[MATERIAL SHOWN]
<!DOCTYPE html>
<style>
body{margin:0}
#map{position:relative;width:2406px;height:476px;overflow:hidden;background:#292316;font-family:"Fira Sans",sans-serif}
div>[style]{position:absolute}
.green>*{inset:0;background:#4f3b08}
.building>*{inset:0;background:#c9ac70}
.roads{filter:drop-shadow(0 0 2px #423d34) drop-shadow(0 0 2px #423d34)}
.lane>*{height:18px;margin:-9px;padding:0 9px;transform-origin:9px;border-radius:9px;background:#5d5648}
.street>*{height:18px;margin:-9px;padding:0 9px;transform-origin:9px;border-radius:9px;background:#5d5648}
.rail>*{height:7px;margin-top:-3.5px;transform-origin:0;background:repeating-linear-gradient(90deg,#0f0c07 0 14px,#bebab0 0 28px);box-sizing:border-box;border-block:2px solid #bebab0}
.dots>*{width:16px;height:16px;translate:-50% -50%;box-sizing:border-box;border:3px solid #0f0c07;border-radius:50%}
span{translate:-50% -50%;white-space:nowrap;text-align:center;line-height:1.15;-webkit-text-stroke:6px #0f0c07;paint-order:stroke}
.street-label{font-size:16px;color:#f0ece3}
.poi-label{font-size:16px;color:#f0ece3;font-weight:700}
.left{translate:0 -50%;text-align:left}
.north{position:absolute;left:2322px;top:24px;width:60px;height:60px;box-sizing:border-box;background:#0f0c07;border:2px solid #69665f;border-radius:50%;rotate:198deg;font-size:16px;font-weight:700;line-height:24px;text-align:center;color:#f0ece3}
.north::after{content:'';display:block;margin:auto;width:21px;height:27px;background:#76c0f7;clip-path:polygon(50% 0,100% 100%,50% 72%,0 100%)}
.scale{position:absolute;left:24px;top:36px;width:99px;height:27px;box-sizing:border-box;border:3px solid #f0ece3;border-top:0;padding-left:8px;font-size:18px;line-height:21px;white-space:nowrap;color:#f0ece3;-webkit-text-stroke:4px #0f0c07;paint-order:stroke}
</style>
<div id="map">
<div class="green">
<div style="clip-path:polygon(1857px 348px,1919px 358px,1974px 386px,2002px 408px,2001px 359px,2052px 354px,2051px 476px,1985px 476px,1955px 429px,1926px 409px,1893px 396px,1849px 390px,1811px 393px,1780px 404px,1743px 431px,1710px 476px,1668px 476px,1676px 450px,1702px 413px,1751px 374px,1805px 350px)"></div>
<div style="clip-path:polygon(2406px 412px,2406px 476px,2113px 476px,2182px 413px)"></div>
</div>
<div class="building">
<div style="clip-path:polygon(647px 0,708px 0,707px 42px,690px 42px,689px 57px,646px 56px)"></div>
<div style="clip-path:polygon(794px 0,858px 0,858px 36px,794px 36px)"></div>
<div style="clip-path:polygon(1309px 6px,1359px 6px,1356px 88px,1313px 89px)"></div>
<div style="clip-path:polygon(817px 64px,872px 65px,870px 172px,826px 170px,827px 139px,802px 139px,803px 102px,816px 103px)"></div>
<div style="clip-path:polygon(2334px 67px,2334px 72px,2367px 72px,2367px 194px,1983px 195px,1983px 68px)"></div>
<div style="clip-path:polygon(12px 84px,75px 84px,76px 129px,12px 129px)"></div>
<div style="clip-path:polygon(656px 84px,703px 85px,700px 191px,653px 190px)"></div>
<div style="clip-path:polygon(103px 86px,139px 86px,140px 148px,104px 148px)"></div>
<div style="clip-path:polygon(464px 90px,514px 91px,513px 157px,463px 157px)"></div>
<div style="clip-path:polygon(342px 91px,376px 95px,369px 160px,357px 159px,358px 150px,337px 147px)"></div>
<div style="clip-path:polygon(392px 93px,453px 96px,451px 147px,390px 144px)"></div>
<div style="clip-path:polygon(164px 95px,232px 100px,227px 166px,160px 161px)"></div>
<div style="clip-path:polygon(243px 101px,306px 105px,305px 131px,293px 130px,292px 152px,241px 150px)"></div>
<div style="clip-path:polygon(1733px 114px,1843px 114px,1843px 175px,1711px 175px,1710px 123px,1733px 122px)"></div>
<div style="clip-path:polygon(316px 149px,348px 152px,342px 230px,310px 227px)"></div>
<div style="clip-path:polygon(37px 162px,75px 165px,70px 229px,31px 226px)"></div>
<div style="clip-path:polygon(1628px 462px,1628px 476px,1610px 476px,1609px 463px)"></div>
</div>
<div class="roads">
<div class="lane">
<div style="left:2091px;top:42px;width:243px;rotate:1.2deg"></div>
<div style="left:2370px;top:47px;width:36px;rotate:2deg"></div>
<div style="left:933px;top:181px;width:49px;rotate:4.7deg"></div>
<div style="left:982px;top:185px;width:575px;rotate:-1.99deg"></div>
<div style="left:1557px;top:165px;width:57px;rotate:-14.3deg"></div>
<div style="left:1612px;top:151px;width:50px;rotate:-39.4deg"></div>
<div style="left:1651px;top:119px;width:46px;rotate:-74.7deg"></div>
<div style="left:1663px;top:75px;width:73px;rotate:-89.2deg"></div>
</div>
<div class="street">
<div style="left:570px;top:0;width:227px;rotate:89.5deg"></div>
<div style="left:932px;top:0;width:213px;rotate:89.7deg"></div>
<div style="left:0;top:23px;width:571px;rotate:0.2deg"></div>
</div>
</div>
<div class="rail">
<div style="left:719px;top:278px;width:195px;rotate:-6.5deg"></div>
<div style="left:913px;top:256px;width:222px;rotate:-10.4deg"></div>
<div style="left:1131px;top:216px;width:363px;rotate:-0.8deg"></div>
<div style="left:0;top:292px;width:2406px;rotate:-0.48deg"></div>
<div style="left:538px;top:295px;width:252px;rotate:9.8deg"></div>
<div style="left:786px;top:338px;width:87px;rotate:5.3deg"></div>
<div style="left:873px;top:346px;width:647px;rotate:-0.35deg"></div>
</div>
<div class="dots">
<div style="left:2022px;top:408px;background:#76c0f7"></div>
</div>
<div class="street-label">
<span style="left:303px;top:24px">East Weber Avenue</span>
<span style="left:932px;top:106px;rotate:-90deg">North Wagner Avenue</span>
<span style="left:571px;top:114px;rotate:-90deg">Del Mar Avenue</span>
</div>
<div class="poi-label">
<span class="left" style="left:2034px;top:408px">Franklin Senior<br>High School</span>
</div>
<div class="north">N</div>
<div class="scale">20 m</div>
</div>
[/MATERIAL SHOWN]
[MATERIAL SHOWN]
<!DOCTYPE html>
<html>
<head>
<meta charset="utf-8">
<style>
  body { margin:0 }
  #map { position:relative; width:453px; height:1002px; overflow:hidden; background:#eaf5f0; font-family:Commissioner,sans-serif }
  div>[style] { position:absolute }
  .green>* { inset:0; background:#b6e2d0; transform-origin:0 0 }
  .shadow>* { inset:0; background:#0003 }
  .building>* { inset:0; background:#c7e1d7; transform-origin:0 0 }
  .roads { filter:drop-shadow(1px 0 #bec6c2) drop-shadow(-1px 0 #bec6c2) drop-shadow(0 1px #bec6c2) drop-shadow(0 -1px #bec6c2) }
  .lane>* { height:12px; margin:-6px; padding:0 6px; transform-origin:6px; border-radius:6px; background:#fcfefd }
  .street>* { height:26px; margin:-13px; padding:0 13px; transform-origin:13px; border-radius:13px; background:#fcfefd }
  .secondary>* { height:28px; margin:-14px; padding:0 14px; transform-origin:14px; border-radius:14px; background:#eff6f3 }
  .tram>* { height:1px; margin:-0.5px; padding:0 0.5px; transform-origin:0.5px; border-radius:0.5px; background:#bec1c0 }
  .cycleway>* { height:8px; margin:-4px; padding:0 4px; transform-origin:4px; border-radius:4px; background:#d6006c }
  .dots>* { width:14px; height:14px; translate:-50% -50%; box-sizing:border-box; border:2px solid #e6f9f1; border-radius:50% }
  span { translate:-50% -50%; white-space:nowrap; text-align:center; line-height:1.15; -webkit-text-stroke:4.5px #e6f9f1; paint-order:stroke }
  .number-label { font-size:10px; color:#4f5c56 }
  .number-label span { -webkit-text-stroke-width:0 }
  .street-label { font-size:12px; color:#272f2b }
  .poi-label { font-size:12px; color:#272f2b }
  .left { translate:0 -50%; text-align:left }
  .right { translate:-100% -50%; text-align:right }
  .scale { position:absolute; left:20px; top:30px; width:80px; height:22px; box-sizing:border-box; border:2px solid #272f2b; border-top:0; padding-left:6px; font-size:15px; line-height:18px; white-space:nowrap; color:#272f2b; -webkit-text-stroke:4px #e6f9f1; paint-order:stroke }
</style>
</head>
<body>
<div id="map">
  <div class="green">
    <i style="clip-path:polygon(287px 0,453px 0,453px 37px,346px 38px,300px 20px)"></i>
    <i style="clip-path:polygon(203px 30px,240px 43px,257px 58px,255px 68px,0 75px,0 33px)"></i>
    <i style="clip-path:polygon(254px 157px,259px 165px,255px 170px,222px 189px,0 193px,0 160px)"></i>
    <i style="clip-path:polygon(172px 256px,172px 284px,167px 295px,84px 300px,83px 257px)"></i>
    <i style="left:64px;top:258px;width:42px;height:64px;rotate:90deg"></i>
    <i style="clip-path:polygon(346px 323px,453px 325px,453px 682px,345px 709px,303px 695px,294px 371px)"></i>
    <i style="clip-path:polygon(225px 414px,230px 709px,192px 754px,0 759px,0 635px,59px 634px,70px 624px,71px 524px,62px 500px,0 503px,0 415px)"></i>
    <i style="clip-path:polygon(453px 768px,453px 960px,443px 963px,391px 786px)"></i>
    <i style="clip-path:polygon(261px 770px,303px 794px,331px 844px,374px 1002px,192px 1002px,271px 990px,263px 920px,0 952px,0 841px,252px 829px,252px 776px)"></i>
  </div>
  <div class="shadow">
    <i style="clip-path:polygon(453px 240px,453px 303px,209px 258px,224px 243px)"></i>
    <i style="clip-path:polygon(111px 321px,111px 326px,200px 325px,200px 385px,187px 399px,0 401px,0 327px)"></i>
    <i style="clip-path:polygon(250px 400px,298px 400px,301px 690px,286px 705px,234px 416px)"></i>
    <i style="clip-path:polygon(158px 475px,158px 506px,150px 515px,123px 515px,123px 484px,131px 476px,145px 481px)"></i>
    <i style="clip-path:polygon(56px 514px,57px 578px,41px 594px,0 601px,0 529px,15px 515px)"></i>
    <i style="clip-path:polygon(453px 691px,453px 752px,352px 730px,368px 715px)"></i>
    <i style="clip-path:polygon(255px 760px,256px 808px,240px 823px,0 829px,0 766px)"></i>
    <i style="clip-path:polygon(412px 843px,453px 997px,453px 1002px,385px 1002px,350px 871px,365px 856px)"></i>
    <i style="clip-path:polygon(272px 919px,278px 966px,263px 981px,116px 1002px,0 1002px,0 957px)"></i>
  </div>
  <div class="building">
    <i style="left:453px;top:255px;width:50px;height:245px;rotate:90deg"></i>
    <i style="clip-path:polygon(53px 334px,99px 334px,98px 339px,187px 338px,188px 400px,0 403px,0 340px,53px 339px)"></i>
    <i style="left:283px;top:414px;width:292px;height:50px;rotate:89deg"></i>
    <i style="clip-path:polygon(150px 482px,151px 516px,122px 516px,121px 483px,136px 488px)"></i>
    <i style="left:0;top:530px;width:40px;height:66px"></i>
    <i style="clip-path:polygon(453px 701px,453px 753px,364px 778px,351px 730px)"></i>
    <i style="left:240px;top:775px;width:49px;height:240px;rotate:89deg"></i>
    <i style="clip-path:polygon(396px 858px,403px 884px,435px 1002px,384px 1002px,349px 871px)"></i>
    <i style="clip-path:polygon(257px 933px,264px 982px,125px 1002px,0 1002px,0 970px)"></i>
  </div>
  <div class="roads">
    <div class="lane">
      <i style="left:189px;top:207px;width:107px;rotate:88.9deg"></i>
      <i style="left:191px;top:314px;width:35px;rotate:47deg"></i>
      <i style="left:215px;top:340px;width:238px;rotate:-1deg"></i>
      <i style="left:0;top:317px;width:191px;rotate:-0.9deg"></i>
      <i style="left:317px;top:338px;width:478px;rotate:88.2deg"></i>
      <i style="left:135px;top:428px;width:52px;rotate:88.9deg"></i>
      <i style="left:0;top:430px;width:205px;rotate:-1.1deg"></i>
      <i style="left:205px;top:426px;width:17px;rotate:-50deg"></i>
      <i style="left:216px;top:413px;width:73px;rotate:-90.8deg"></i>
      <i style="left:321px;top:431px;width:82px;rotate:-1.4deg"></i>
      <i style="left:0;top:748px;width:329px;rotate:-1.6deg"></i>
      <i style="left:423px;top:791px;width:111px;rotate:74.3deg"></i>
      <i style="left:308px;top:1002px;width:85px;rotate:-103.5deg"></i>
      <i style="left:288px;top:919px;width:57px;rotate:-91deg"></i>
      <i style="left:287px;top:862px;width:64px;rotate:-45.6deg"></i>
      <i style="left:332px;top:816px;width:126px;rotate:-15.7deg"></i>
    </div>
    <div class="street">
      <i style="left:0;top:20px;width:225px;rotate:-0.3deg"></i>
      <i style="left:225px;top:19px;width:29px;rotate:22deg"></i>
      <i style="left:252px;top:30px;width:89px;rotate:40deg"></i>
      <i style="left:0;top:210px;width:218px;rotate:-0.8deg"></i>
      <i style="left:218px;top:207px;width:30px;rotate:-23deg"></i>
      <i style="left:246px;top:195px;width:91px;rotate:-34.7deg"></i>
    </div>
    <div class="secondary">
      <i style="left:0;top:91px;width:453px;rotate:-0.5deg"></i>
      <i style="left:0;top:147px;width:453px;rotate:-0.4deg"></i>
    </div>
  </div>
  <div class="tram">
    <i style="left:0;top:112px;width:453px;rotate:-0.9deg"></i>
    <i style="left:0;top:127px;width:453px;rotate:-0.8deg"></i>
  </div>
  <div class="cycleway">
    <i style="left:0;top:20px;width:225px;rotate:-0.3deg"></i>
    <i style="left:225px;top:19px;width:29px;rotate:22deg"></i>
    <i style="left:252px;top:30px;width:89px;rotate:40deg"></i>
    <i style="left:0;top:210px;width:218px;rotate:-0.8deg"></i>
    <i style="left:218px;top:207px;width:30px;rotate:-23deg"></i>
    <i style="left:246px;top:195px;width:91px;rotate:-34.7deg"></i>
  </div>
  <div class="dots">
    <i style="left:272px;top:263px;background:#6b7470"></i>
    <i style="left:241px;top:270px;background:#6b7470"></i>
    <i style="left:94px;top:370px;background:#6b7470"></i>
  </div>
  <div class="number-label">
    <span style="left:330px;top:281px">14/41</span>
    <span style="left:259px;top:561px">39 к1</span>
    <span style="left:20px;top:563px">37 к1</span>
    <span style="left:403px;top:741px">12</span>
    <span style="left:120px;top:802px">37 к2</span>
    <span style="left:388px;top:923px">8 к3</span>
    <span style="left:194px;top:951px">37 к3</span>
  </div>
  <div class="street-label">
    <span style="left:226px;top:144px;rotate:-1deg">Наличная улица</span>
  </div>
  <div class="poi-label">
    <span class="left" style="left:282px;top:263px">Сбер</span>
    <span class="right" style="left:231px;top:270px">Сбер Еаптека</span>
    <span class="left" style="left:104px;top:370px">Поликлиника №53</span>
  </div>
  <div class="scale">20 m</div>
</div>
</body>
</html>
[/MATERIAL SHOWN]
Check each line of the material for "serif". Copy the ones that have it.

* _ANSWER BOX_
#map{position:relative;width:2406px;height:476px;overflow:hidden;background:#292316;font-family:"Fira Sans",sans-serif}
  #map { position:relative; width:453px; height:1002px; overflow:hidden; background:#eaf5f0; font-family:Commissioner,sans-serif }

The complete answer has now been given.